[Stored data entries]
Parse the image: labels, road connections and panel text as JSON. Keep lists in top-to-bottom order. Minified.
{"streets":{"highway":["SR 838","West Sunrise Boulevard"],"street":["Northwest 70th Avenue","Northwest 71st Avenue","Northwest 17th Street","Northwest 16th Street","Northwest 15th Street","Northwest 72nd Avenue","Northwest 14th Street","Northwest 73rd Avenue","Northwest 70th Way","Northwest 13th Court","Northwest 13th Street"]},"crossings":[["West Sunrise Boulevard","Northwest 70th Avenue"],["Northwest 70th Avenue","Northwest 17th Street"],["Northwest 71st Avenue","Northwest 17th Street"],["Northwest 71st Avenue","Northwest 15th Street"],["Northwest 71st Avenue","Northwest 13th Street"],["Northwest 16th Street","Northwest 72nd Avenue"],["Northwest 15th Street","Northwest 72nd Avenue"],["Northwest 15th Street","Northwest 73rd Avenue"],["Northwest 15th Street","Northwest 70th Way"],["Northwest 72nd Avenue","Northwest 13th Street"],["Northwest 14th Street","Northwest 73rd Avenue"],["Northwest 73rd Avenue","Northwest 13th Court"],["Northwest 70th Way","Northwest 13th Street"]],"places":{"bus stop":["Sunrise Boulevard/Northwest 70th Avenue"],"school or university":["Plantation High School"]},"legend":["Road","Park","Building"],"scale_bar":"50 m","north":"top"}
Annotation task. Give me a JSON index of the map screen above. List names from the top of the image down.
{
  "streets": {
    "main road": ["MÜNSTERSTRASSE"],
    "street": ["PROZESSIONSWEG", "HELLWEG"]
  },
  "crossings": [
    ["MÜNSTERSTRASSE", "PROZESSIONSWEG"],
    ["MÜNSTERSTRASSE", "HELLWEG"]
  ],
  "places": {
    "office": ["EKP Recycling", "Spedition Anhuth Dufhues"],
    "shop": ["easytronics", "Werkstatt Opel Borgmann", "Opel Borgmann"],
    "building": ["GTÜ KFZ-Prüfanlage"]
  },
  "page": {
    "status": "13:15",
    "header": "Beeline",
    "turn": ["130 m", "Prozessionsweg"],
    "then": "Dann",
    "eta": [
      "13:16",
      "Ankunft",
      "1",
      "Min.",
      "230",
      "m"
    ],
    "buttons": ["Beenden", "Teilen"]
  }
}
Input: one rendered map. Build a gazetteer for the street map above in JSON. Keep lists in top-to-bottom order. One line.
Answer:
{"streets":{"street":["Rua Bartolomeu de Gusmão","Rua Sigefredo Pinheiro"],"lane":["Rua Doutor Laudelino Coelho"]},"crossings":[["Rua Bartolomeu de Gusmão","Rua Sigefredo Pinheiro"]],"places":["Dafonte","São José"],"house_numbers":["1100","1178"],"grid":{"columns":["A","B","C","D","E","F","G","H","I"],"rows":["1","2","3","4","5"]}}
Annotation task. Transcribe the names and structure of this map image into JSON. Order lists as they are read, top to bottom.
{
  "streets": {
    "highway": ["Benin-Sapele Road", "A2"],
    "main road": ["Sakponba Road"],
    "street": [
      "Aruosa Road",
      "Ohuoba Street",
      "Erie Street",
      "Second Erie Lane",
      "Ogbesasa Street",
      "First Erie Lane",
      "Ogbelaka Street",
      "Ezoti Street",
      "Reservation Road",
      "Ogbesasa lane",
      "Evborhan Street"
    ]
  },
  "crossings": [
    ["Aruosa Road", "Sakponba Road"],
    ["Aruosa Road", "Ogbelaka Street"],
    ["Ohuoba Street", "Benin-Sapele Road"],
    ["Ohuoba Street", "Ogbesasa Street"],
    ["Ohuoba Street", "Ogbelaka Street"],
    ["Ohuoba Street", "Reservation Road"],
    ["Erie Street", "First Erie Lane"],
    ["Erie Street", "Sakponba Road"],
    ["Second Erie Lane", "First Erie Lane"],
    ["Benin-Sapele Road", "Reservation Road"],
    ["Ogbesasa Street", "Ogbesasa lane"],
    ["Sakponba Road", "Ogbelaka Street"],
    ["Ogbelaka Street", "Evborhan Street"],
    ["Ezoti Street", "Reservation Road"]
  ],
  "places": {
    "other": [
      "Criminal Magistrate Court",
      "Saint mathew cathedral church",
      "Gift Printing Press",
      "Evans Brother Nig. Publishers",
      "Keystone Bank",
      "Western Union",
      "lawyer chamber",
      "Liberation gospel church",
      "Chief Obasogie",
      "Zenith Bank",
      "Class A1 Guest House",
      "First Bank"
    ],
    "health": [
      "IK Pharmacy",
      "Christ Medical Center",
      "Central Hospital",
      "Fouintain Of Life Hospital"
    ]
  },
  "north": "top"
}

Task to carry out:
Letter for letter, copy all of the entries above.

Output of the exercise:
Parse the image: labels, road connections and panel text as JSON. Keep lists in top-to-bottom order. Minified.
{"streets":{"highway":["SR 838","West Sunrise Boulevard"],"street":["Northwest 70th Avenue","Northwest 71st Avenue","Northwest 17th Street","Northwest 16th Street","Northwest 15th Street","Northwest 72nd Avenue","Northwest 14th Street","Northwest 73rd Avenue","Northwest 70th Way","Northwest 13th Court","Northwest 13th Street"]},"crossings":[["West Sunrise Boulevard","Northwest 70th Avenue"],["Northwest 70th Avenue","Northwest 17th Street"],["Northwest 71st Avenue","Northwest 17th Street"],["Northwest 71st Avenue","Northwest 15th Street"],["Northwest 71st Avenue","Northwest 13th Street"],["Northwest 16th Street","Northwest 72nd Avenue"],["Northwest 15th Street","Northwest 72nd Avenue"],["Northwest 15th Street","Northwest 73rd Avenue"],["Northwest 15th Street","Northwest 70th Way"],["Northwest 72nd Avenue","Northwest 13th Street"],["Northwest 14th Street","Northwest 73rd Avenue"],["Northwest 73rd Avenue","Northwest 13th Court"],["Northwest 70th Way","Northwest 13th Street"]],"places":{"bus stop":["Sunrise Boulevard/Northwest 70th Avenue"],"school or university":["Plantation High School"]},"legend":["Road","Park","Building"],"scale_bar":"50 m","north":"top"}
Annotation task. Give me a JSON index of the map screen above. List names from the top of the image down.
{
  "streets": {
    "main road": ["MÜNSTERSTRASSE"],
    "street": ["PROZESSIONSWEG", "HELLWEG"]
  },
  "crossings": [
    ["MÜNSTERSTRASSE", "PROZESSIONSWEG"],
    ["MÜNSTERSTRASSE", "HELLWEG"]
  ],
  "places": {
    "office": ["EKP Recycling", "Spedition Anhuth Dufhues"],
    "shop": ["easytronics", "Werkstatt Opel Borgmann", "Opel Borgmann"],
    "building": ["GTÜ KFZ-Prüfanlage"]
  },
  "page": {
    "status": "13:15",
    "header": "Beeline",
    "turn": ["130 m", "Prozessionsweg"],
    "then": "Dann",
    "eta": [
      "13:16",
      "Ankunft",
      "1",
      "Min.",
      "230",
      "m"
    ],
    "buttons": ["Beenden", "Teilen"]
  }
}
Input: one rendered map. Build a gazetteer for the street map above in JSON. Keep lists in top-to-bottom order. One line.
Answer:
{"streets":{"street":["Rua Bartolomeu de Gusmão","Rua Sigefredo Pinheiro"],"lane":["Rua Doutor Laudelino Coelho"]},"crossings":[["Rua Bartolomeu de Gusmão","Rua Sigefredo Pinheiro"]],"places":["Dafonte","São José"],"house_numbers":["1100","1178"],"grid":{"columns":["A","B","C","D","E","F","G","H","I"],"rows":["1","2","3","4","5"]}}
Annotation task. Transcribe the names and structure of this map image into JSON. Order lists as they are read, top to bottom.
{
  "streets": {
    "highway": ["Benin-Sapele Road", "A2"],
    "main road": ["Sakponba Road"],
    "street": [
      "Aruosa Road",
      "Ohuoba Street",
      "Erie Street",
      "Second Erie Lane",
      "Ogbesasa Street",
      "First Erie Lane",
      "Ogbelaka Street",
      "Ezoti Street",
      "Reservation Road",
      "Ogbesasa lane",
      "Evborhan Street"
    ]
  },
  "crossings": [
    ["Aruosa Road", "Sakponba Road"],
    ["Aruosa Road", "Ogbelaka Street"],
    ["Ohuoba Street", "Benin-Sapele Road"],
    ["Ohuoba Street", "Ogbesasa Street"],
    ["Ohuoba Street", "Ogbelaka Street"],
    ["Ohuoba Street", "Reservation Road"],
    ["Erie Street", "First Erie Lane"],
    ["Erie Street", "Sakponba Road"],
    ["Second Erie Lane", "First Erie Lane"],
    ["Benin-Sapele Road", "Reservation Road"],
    ["Ogbesasa Street", "Ogbesasa lane"],
    ["Sakponba Road", "Ogbelaka Street"],
    ["Ogbelaka Street", "Evborhan Street"],
    ["Ezoti Street", "Reservation Road"]
  ],
  "places": {
    "other": [
      "Criminal Magistrate Court",
      "Saint mathew cathedral church",
      "Gift Printing Press",
      "Evans Brother Nig. Publishers",
      "Keystone Bank",
      "Western Union",
      "lawyer chamber",
      "Liberation gospel church",
      "Chief Obasogie",
      "Zenith Bank",
      "Class A1 Guest House",
      "First Bank"
    ],
    "health": [
      "IK Pharmacy",
      "Christ Medical Center",
      "Central Hospital",
      "Fouintain Of Life Hospital"
    ]
  },
  "north": "top"
}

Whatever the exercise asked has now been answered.